▼

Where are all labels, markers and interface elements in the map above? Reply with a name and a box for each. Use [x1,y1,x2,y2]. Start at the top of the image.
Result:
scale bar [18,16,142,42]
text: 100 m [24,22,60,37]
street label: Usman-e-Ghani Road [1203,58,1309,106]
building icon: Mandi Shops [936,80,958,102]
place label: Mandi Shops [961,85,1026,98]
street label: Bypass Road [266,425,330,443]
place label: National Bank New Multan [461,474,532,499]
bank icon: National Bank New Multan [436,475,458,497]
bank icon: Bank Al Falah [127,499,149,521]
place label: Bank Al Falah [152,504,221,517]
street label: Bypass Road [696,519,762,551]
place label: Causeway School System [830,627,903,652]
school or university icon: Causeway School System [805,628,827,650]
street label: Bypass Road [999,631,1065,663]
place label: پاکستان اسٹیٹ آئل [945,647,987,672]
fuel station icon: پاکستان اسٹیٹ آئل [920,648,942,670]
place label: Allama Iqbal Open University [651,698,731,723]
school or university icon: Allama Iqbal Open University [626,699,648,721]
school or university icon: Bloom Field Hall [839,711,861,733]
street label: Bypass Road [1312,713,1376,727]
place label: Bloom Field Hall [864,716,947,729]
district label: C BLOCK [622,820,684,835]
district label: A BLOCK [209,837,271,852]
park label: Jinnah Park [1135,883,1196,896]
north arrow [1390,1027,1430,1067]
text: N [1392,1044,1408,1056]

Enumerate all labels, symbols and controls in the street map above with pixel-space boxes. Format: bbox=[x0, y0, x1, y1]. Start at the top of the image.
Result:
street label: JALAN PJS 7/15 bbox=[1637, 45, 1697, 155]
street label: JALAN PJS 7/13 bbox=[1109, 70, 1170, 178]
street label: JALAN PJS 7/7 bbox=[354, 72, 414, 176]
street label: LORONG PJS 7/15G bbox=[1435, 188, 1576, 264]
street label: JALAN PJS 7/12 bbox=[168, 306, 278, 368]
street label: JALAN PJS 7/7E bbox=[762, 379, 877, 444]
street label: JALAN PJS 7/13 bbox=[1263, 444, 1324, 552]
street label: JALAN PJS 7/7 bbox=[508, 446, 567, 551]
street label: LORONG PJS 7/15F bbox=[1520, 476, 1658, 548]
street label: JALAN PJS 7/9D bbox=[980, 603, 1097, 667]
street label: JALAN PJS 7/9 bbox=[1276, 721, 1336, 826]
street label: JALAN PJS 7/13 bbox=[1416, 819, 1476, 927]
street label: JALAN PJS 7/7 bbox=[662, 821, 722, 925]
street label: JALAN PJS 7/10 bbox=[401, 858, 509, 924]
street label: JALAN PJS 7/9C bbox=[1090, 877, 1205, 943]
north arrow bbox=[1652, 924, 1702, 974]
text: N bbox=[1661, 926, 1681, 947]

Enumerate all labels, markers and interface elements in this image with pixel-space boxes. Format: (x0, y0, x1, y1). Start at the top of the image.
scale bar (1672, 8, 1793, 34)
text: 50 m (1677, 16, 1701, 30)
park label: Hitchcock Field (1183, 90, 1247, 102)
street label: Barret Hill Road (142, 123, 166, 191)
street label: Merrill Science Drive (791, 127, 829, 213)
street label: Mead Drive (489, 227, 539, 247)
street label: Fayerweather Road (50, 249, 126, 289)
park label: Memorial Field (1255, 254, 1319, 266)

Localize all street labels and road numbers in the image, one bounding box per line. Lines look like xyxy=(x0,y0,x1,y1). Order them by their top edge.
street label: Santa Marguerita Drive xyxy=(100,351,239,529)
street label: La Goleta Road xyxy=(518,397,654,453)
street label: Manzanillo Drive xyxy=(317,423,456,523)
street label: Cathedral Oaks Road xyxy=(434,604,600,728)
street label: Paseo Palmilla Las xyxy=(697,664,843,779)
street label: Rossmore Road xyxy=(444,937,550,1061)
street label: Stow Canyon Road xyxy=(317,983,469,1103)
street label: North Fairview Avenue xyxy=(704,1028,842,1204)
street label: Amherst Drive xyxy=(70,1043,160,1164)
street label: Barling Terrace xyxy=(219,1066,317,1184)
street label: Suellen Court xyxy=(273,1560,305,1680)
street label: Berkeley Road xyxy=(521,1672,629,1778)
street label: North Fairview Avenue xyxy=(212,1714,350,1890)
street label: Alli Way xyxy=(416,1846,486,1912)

▲

Exercise:
Now repeat the data exactly, keeping every line.

Answer below:
Where are all labels, markers and interface elements in the map above? Reply with a name and a box for each. Use [x1,y1,x2,y2]. Start at the top of the image.
Result:
scale bar [18,16,142,42]
text: 100 m [24,22,60,37]
street label: Usman-e-Ghani Road [1203,58,1309,106]
building icon: Mandi Shops [936,80,958,102]
place label: Mandi Shops [961,85,1026,98]
street label: Bypass Road [266,425,330,443]
place label: National Bank New Multan [461,474,532,499]
bank icon: National Bank New Multan [436,475,458,497]
bank icon: Bank Al Falah [127,499,149,521]
place label: Bank Al Falah [152,504,221,517]
street label: Bypass Road [696,519,762,551]
place label: Causeway School System [830,627,903,652]
school or university icon: Causeway School System [805,628,827,650]
street label: Bypass Road [999,631,1065,663]
place label: پاکستان اسٹیٹ آئل [945,647,987,672]
fuel station icon: پاکستان اسٹیٹ آئل [920,648,942,670]
place label: Allama Iqbal Open University [651,698,731,723]
school or university icon: Allama Iqbal Open University [626,699,648,721]
school or university icon: Bloom Field Hall [839,711,861,733]
street label: Bypass Road [1312,713,1376,727]
place label: Bloom Field Hall [864,716,947,729]
district label: C BLOCK [622,820,684,835]
district label: A BLOCK [209,837,271,852]
park label: Jinnah Park [1135,883,1196,896]
north arrow [1390,1027,1430,1067]
text: N [1392,1044,1408,1056]

Enumerate all labels, symbols and controls in the street map above with pixel-space boxes. Format: bbox=[x0, y0, x1, y1]. Start at the top of the image.
Result:
street label: JALAN PJS 7/15 bbox=[1637, 45, 1697, 155]
street label: JALAN PJS 7/13 bbox=[1109, 70, 1170, 178]
street label: JALAN PJS 7/7 bbox=[354, 72, 414, 176]
street label: LORONG PJS 7/15G bbox=[1435, 188, 1576, 264]
street label: JALAN PJS 7/12 bbox=[168, 306, 278, 368]
street label: JALAN PJS 7/7E bbox=[762, 379, 877, 444]
street label: JALAN PJS 7/13 bbox=[1263, 444, 1324, 552]
street label: JALAN PJS 7/7 bbox=[508, 446, 567, 551]
street label: LORONG PJS 7/15F bbox=[1520, 476, 1658, 548]
street label: JALAN PJS 7/9D bbox=[980, 603, 1097, 667]
street label: JALAN PJS 7/9 bbox=[1276, 721, 1336, 826]
street label: JALAN PJS 7/13 bbox=[1416, 819, 1476, 927]
street label: JALAN PJS 7/7 bbox=[662, 821, 722, 925]
street label: JALAN PJS 7/10 bbox=[401, 858, 509, 924]
street label: JALAN PJS 7/9C bbox=[1090, 877, 1205, 943]
north arrow bbox=[1652, 924, 1702, 974]
text: N bbox=[1661, 926, 1681, 947]

Enumerate all labels, markers and interface elements in this image with pixel-space boxes. Format: (x0, y0, x1, y1). Start at the top of the image.
scale bar (1672, 8, 1793, 34)
text: 50 m (1677, 16, 1701, 30)
park label: Hitchcock Field (1183, 90, 1247, 102)
street label: Barret Hill Road (142, 123, 166, 191)
street label: Merrill Science Drive (791, 127, 829, 213)
street label: Mead Drive (489, 227, 539, 247)
street label: Fayerweather Road (50, 249, 126, 289)
park label: Memorial Field (1255, 254, 1319, 266)

Localize all street labels and road numbers in the image, one bounding box per line. Lines look like xyxy=(x0,y0,x1,y1). Order them by their top edge.
street label: Santa Marguerita Drive xyxy=(100,351,239,529)
street label: La Goleta Road xyxy=(518,397,654,453)
street label: Manzanillo Drive xyxy=(317,423,456,523)
street label: Cathedral Oaks Road xyxy=(434,604,600,728)
street label: Paseo Palmilla Las xyxy=(697,664,843,779)
street label: Rossmore Road xyxy=(444,937,550,1061)
street label: Stow Canyon Road xyxy=(317,983,469,1103)
street label: North Fairview Avenue xyxy=(704,1028,842,1204)
street label: Amherst Drive xyxy=(70,1043,160,1164)
street label: Barling Terrace xyxy=(219,1066,317,1184)
street label: Suellen Court xyxy=(273,1560,305,1680)
street label: Berkeley Road xyxy=(521,1672,629,1778)
street label: North Fairview Avenue xyxy=(212,1714,350,1890)
street label: Alli Way xyxy=(416,1846,486,1912)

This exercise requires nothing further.